Les architectes rêvent-ils des poupées Barbie ?

POISON (Venin) 2023 Wes Anderson

BARBIE 2023 Greta Gerwig

TOY STORY III 2010 Lee Unrich

LE MEPRIS 1963 Jean-Luc Godard

Le Corbusier aimait-il jouer à la poupée ? En tout cas, et comme tous les architectes, il aimait développer ses projets à travers des maquettes. Et ces maquettes ressemblent souvent à des maisons de poupée.

On voit sur certains documents, la main du maître manipulant la maquette. Ci-dessus, pour retirer un des logements de son unité d’habitation, dont le premier exemple est érigé à Marseille entre 1945 et 1952.

On retrouve une autre main (de Dieu ? de l’architecte ? de l’enfant qui joue ?), cette fois-ci dessinée, dans une vue en coupe-perspective pour le même projet. Cette main retire le logement pour montrer l’agencement intelligent avec double niveau et double orientation. Il n’y a aucune raison logique d’ajouter une main sur ce dessin, si ce n’est simplement pour souligner à quel point le projet est un jeu d’enfant.

Wes Anderson utilise un effet semblable, quand il tourne « Venin », un de ses quatre courts métrages d’après des histoires de Roald Dahl. Il radicalise ici encore sa mise en scène volontairement théâtrale et stylisée pour montrer le passage d’un personnage de l’extérieur à l’intérieur d’une maison.

Au lieu de filmer simplement l’extérieur de la maison, puis de couper et de montrer l’intérieur, Anderson opte pour une approche assez audacieuse qui fait littéralement s’envoler le décor ! Des mains invisibles retirent les bouts de façade et laissent voir l’intérieur. Anderson ne dévoile pas seulement l’artifice du décor, il nous plonge littéralement dans une autre dimension, une dimension fantastique ou féerique, où tout peut arriver.

Il transforme le décor en maison de poupée :


Dans « Barbie », la cinéaste Greta Gerwig prend la contrepartie de la typologie classique de la maison de poupée et pose ses figurines dans un environnement contemporain :

Barbieland est une ville qui est presque exclusivement composée des variations du modèle « dreamhousela maisons de rêve » de Barbie. Et c’est tant mieux, car parmi les nombreux modèles de maisons Barbie existants (maison de luxe, maison de vacances, maison de Chelsea, …), c’est la plus moderne, la plus épurée et, disons-le clairement, la moins moche des demeures de Barbie.

Barbie aurait pu habiter dans une maison beaucoup plus classique, comme celle de « Toy Story III », qui a une vague parenté avec la maison bourgeoise éditée par Playmobil. Par ailleurs, elle n’est pas rose et c’est la maison de Ken, qui en est très fier.

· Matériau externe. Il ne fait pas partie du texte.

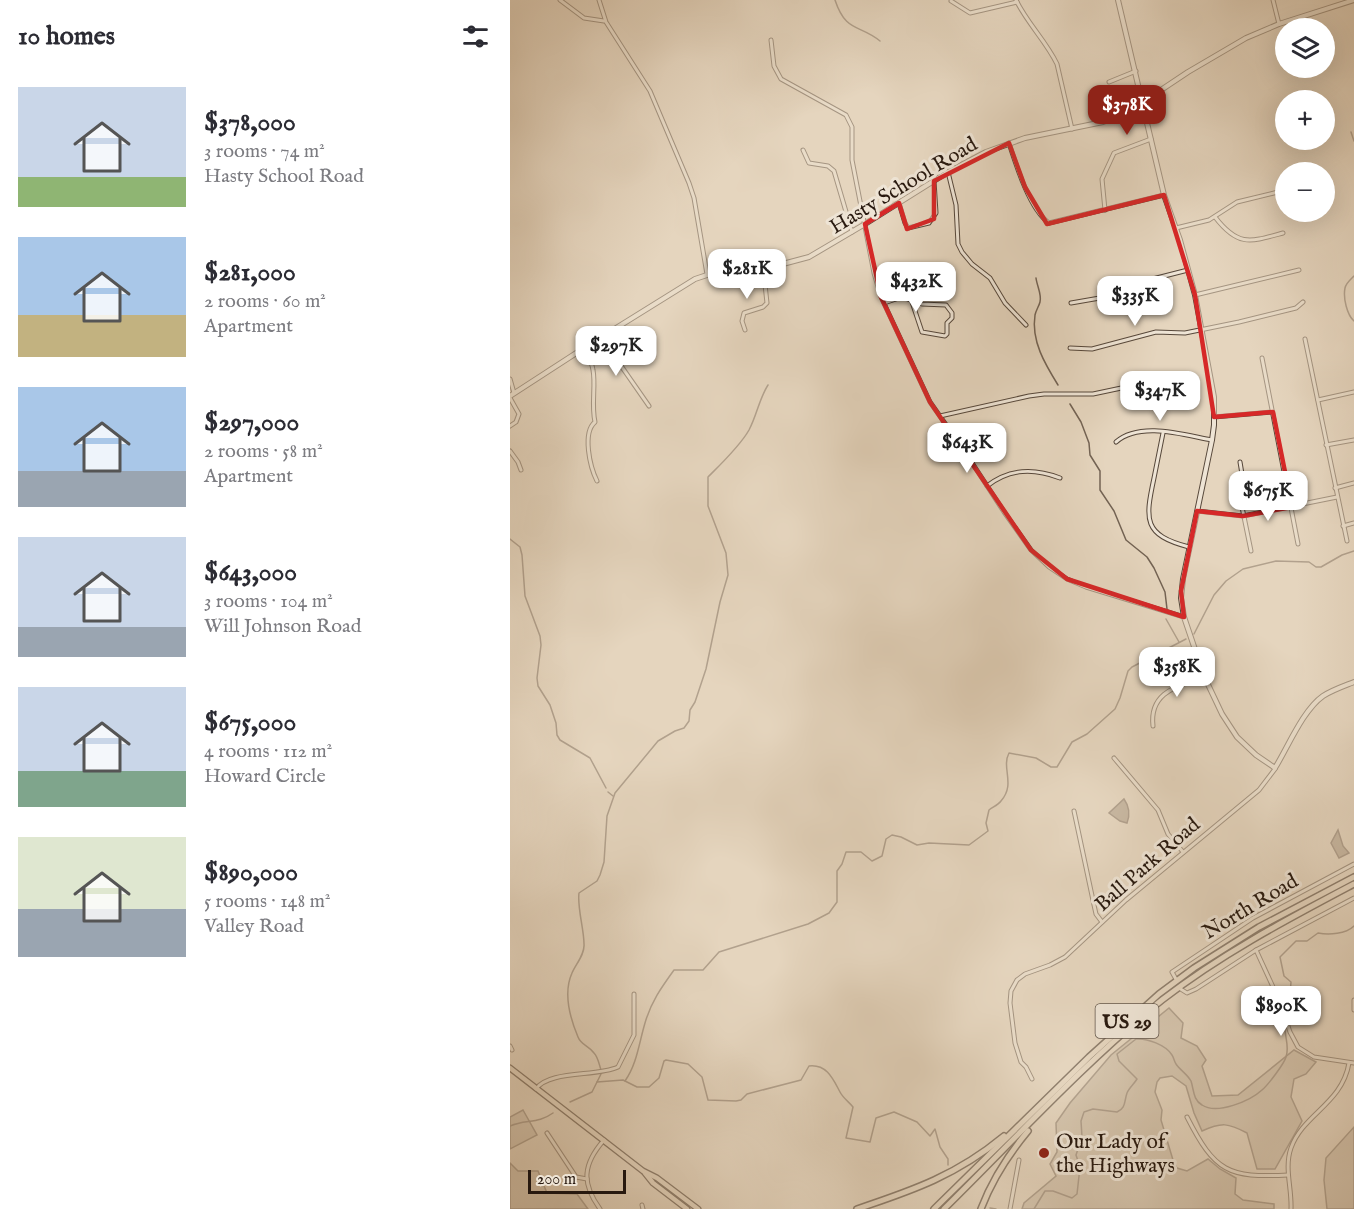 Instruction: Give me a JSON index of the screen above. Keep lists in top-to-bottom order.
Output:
{
  "streets": {
    "highway": ["US 29"],
    "street": ["Hasty School Road", "Ball Park Road", "North Road"]
  },
  "crossings": [
    ["North Road", "US 29"]
  ],
  "places": ["Our Lady of the Highways"],
  "scale_bar": "200 m",
  "page": {
    "heading": "10 homes",
    "map_buttons": ["+", "−"],
    "list": [
      {
        "name": "$378,000",
        "note": "3 rooms · 74 m² · Hasty School Road"
      },
      {
        "name": "$281,000",
        "note": "2 rooms · 60 m² · Apartment"
      },
      {
        "name": "$297,000",
        "note": "2 rooms · 58 m² · Apartment"
      },
      {
        "name": "$643,000",
        "note": "3 rooms · 104 m² · Will Johnson Road"
      },
      {
        "name": "$675,000",
        "note": "4 rooms · 112 m² · Howard Circle"
      },
      {
        "name": "$890,000",
        "note": "5 rooms · 148 m² · Valley Road"
      }
    ],
    "price": [
      "$378K",
      "$281K",
      "$432K",
      "$335K",
      "$297K",
      "$347K",
      "$643K",
      "$675K",
      "$358K",
      "$890K"
    ],
    "scale": "200 m"
  }
} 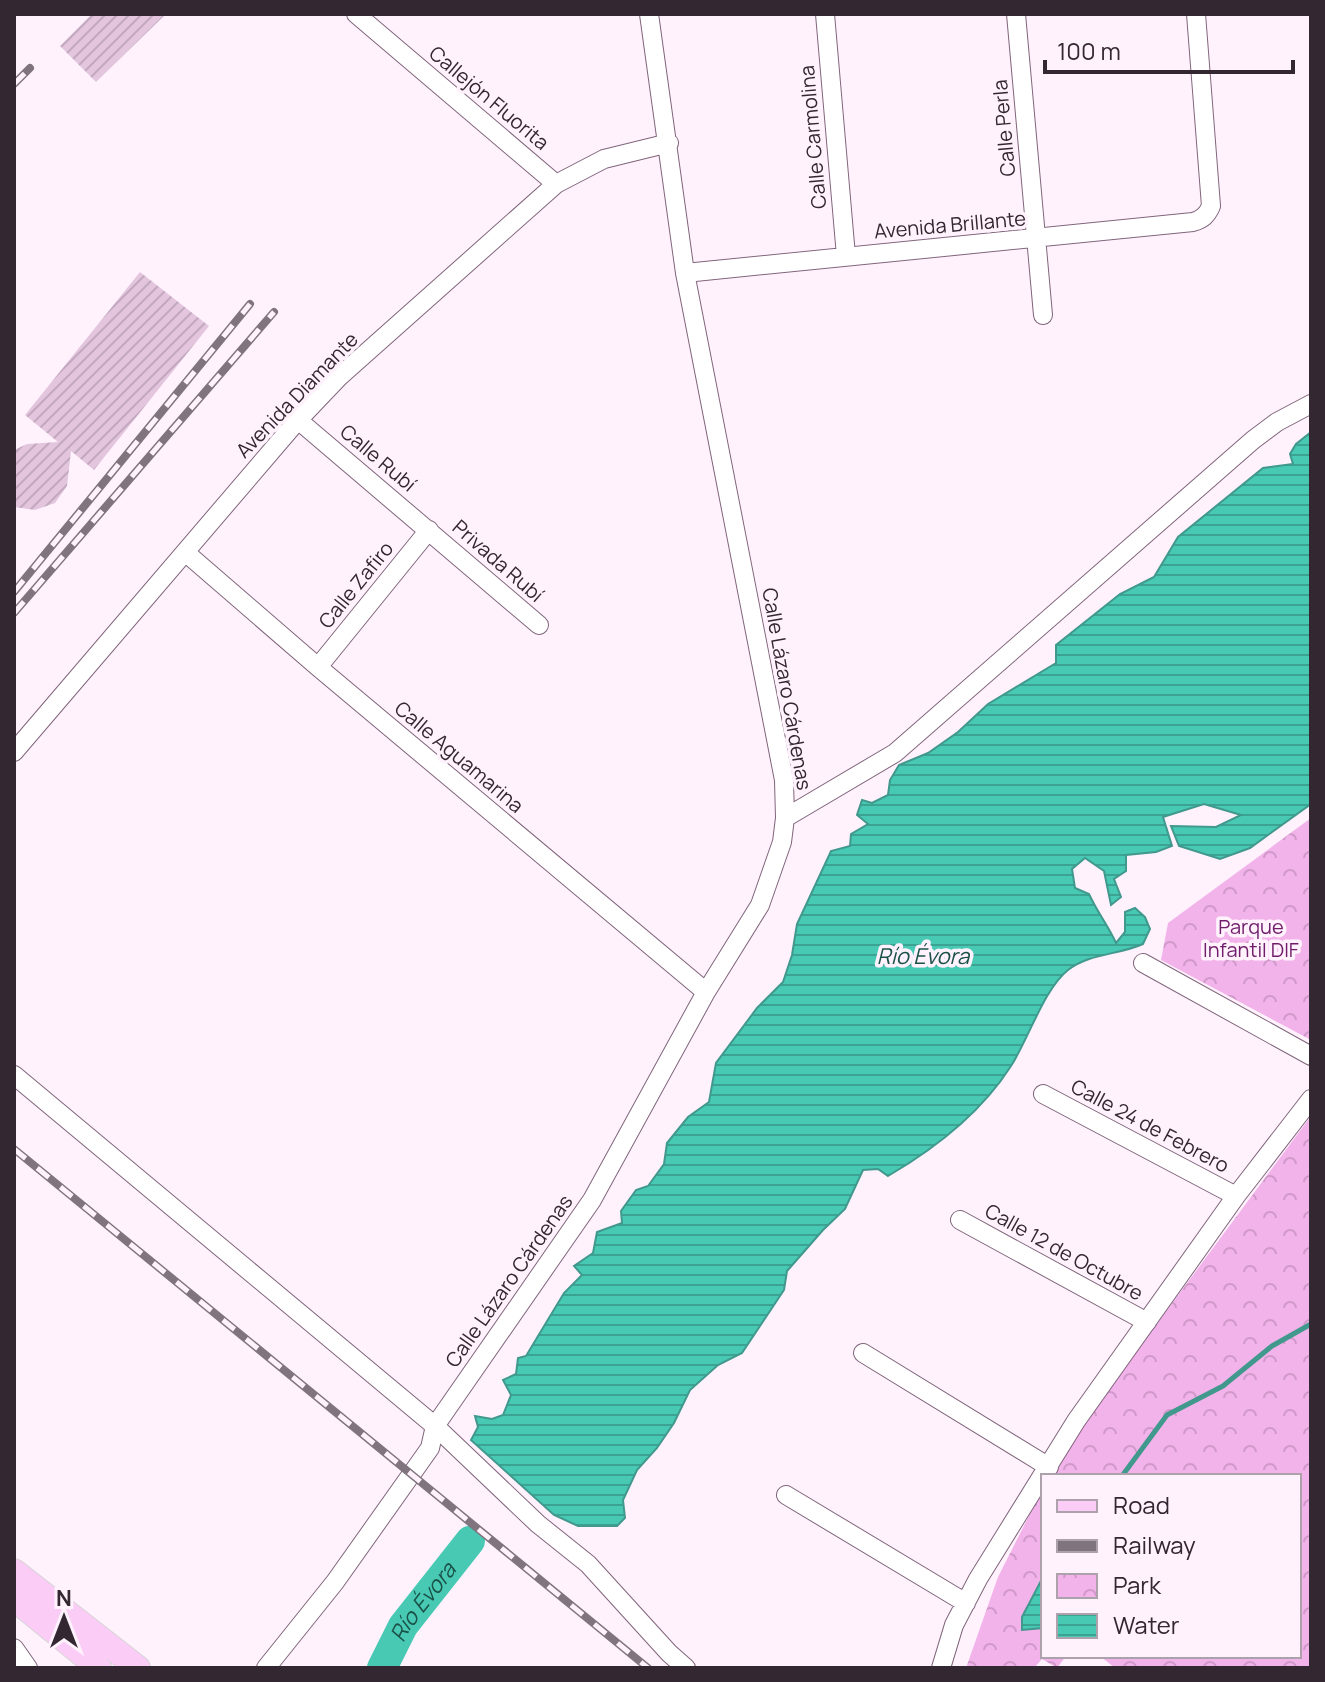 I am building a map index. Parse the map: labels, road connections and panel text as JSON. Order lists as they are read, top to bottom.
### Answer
{
  "streets": {
    "street": [
      "Callejón Fluorita",
      "Calle Perla",
      "Calle Carmolina",
      "Avenida Brillante",
      "Avenida Diamante",
      "Calle Rubí",
      "Privada Rubí",
      "Calle Zafiro",
      "Calle Lázaro Cárdenas",
      "Calle Aguamarina",
      "Calle 24 de Febrero",
      "Calle 12 de Octubre"
    ]
  },
  "crossings": [
    ["Callejón Fluorita", "Avenida Diamante"],
    ["Calle Perla", "Avenida Brillante"],
    ["Calle Carmolina", "Avenida Brillante"],
    ["Avenida Brillante", "Calle Lázaro Cárdenas"],
    ["Avenida Diamante", "Calle Rubí"],
    ["Avenida Diamante", "Calle Lázaro Cárdenas"],
    ["Avenida Diamante", "Calle Aguamarina"],
    ["Calle Rubí", "Privada Rubí"],
    ["Calle Rubí", "Calle Zafiro"],
    ["Privada Rubí", "Calle Zafiro"],
    ["Calle Zafiro", "Calle Aguamarina"],
    ["Calle Lázaro Cárdenas", "Calle Aguamarina"]
  ],
  "water": ["Río Évora"],
  "parks": ["Parque Infantil DIF"],
  "legend": [
    "Road",
    "Railway",
    "Park",
    "Water"
  ],
  "scale_bar": "100 m",
  "north": "top"
} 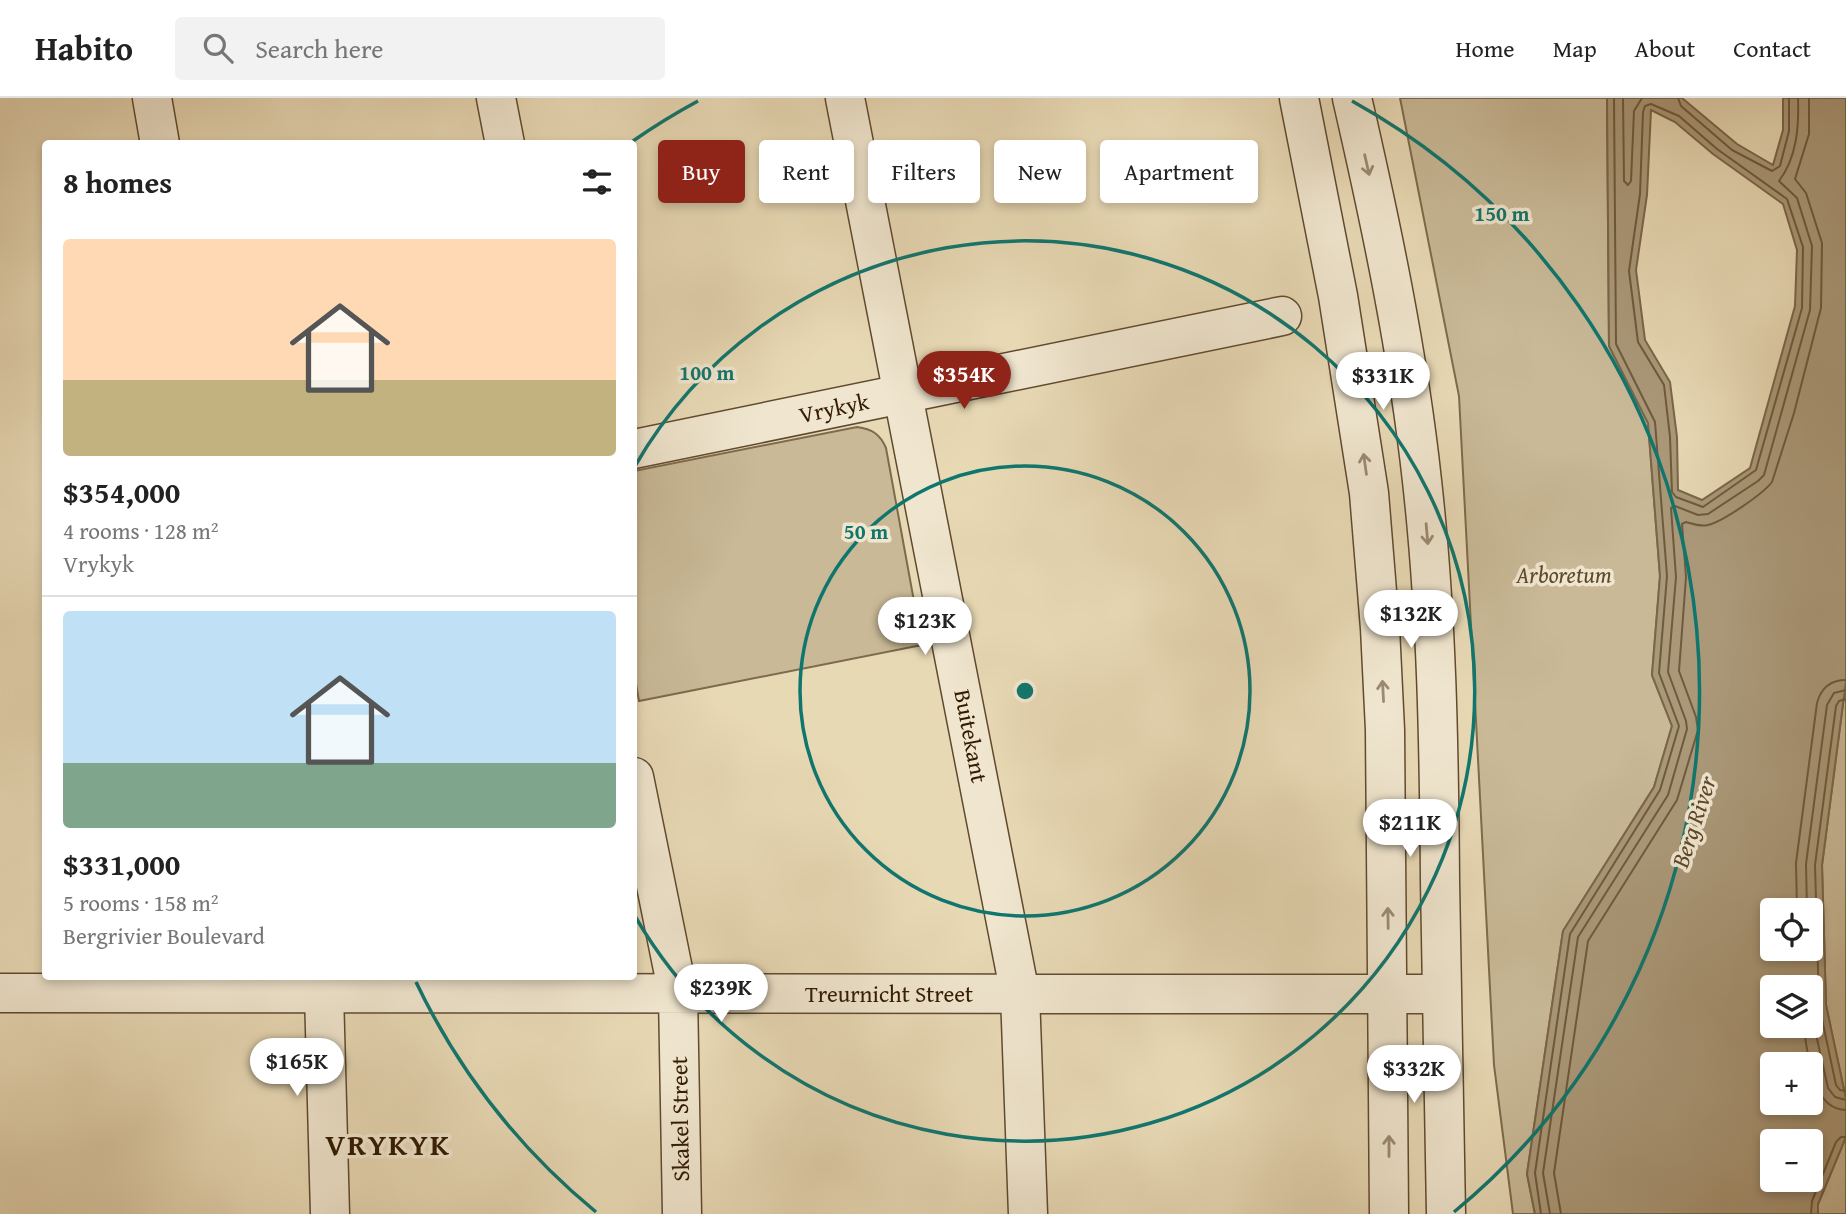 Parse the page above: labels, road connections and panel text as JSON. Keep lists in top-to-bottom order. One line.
{"streets":{"street":["Vrykyk","Buitekant","Treurnicht Street","Skakel Street"]},"crossings":[["Vrykyk","Buitekant"],["Buitekant","Treurnicht Street"],["Treurnicht Street","Skakel Street"]],"districts":["VRYKYK"],"water":["Berg River"],"parks":["Arboretum"],"page":{"header":"Habito","search":"Search here","nav":["Home","Map","About","Contact"],"chip":["Buy","Rent","Filters","New","Apartment"],"heading":"8 homes","list":[{"name":"$354,000","note":"4 rooms · 128 m² · Vrykyk"},{"name":"$331,000","note":"5 rooms · 158 m² · Bergrivier Boulevard"}],"price":["$354K","$331K","$132K","$123K","$211K","$239K","$165K","$332K"],"map_buttons":["+","−"]},"rings":["150 m","100 m","50 m"]} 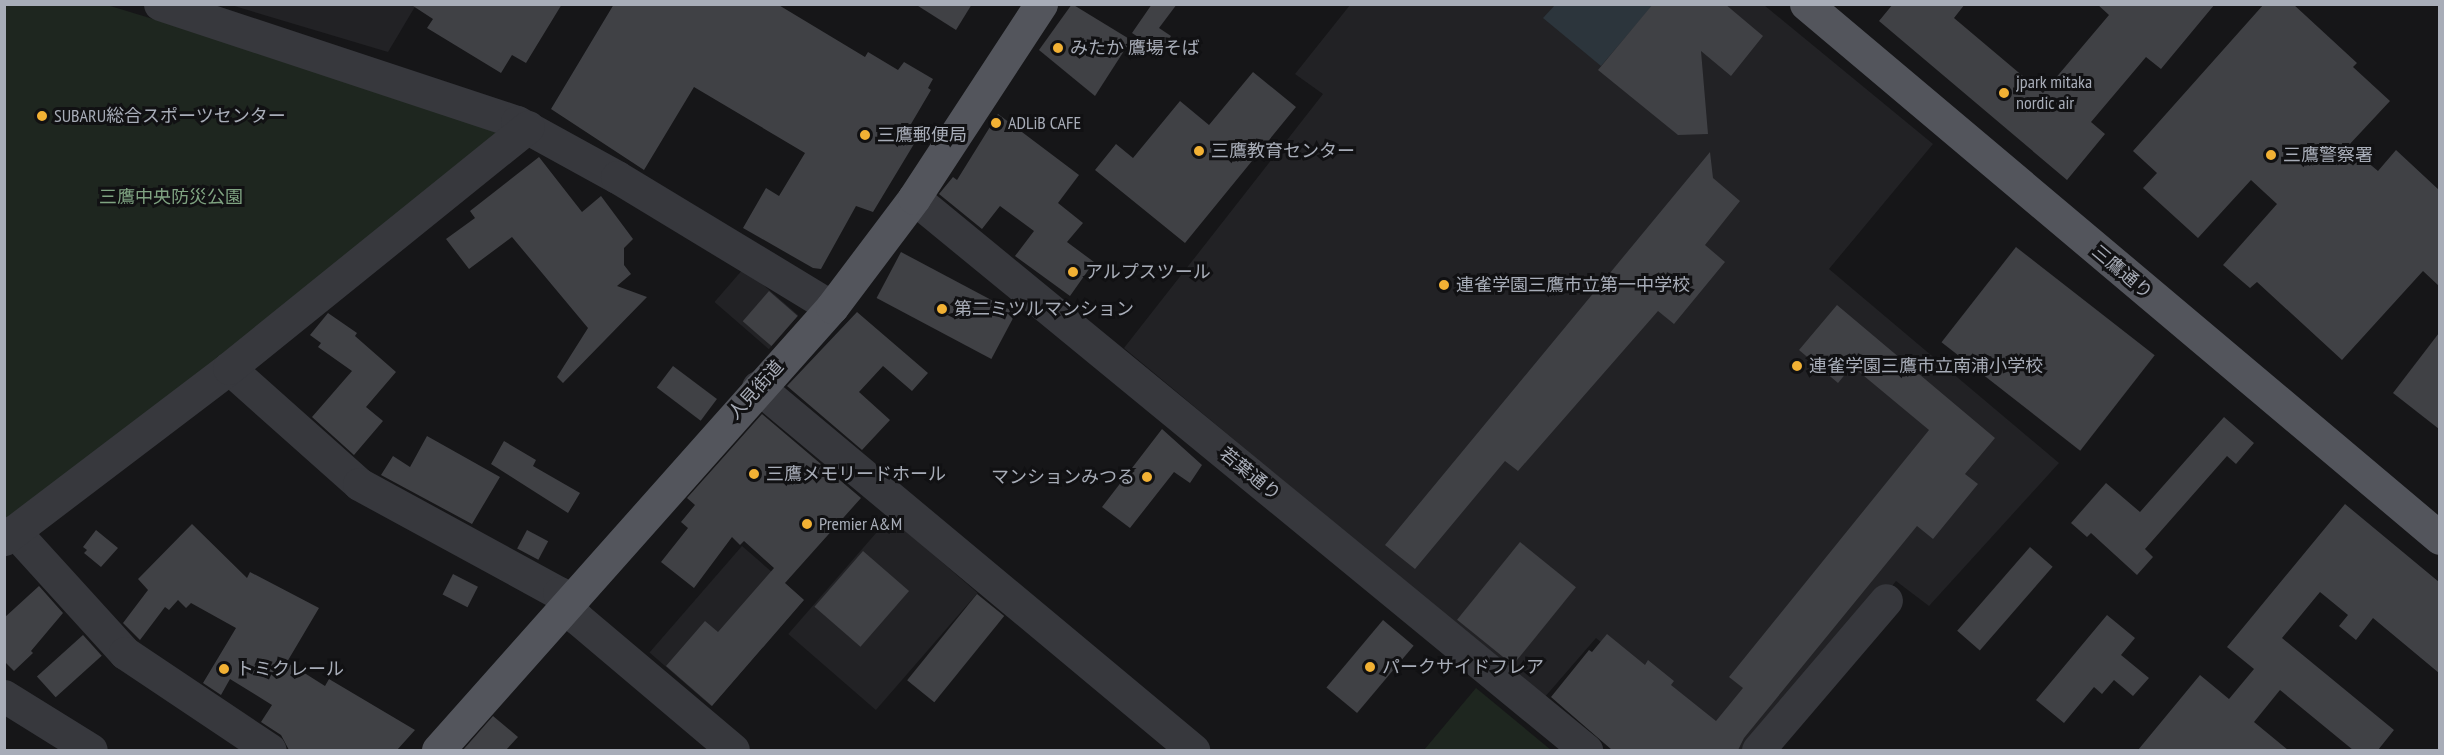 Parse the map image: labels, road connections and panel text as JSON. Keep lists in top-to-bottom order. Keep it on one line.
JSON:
{"streets":{"main road":["三鷹通り","人見街道"],"street":["若葉通り"]},"crossings":[["人見街道","若葉通り"]],"parks":["三鷹中央防災公園"],"places":["みたか 鷹場そば","jpark mitaka nordic air","SUBARU総合スポーツセンター","ADLiB CAFE","三鷹郵便局","三鷹教育センター","三鷹警察署","アルプスツール","連雀学園三鷹市立第一中学校","第二ミツルマンション","連雀学園三鷹市立南浦小学校","三鷹メモリードホール","マンションみつる","Premier A&M","パークサイドフレア","トミクレール"]}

Surtout de son immense dressing qui laisse Barbie sans voix !

Si on peut rester dubitatif par rapport au code couleur monochrome1 et flashy, les maisons du film « Barbie » montrent des villas épatantes, avec des lignes très contemporaines, beaucoup de transparence et un plan libre2

1Sarah Greenwood et Katie Spencer, responsables des décors et du design du film ont supprimé toutes les couleurs noir, blanc et chrome. Les décors n’ont pas été générés par ordinateur, mais construits à taille réelle. 

2Surtout accessibles pour jouer par tous les côtés !

… qui nous renvoie directement au modèle de base de ce type de maison, développé par Le Corbusier déjà en 1914 : le principe constructif de la maison Dom-Ino libère les façades, qui ne sont plus porteuses et donne des possibilités inouïes au plan et à l’enveloppe. C’est la base des « cinq points de l’architecture moderne » (plan libre, pilotis, toit-terrasse, façade libre, fenêtre en longueur) qu’il formule à partir de 1927 dans le manifeste du même nom. Il est significatif que Le Corbusier ne dessine même plus de façade et souligne ainsi qu’elle peut prendre n’importe quelle forme …

… ou simplement ne plus exister. Ce qui est bien entendu le summum de l’architecture : sa disparition, sa réduction à l’essentiel – l’esthétique à l’état pur.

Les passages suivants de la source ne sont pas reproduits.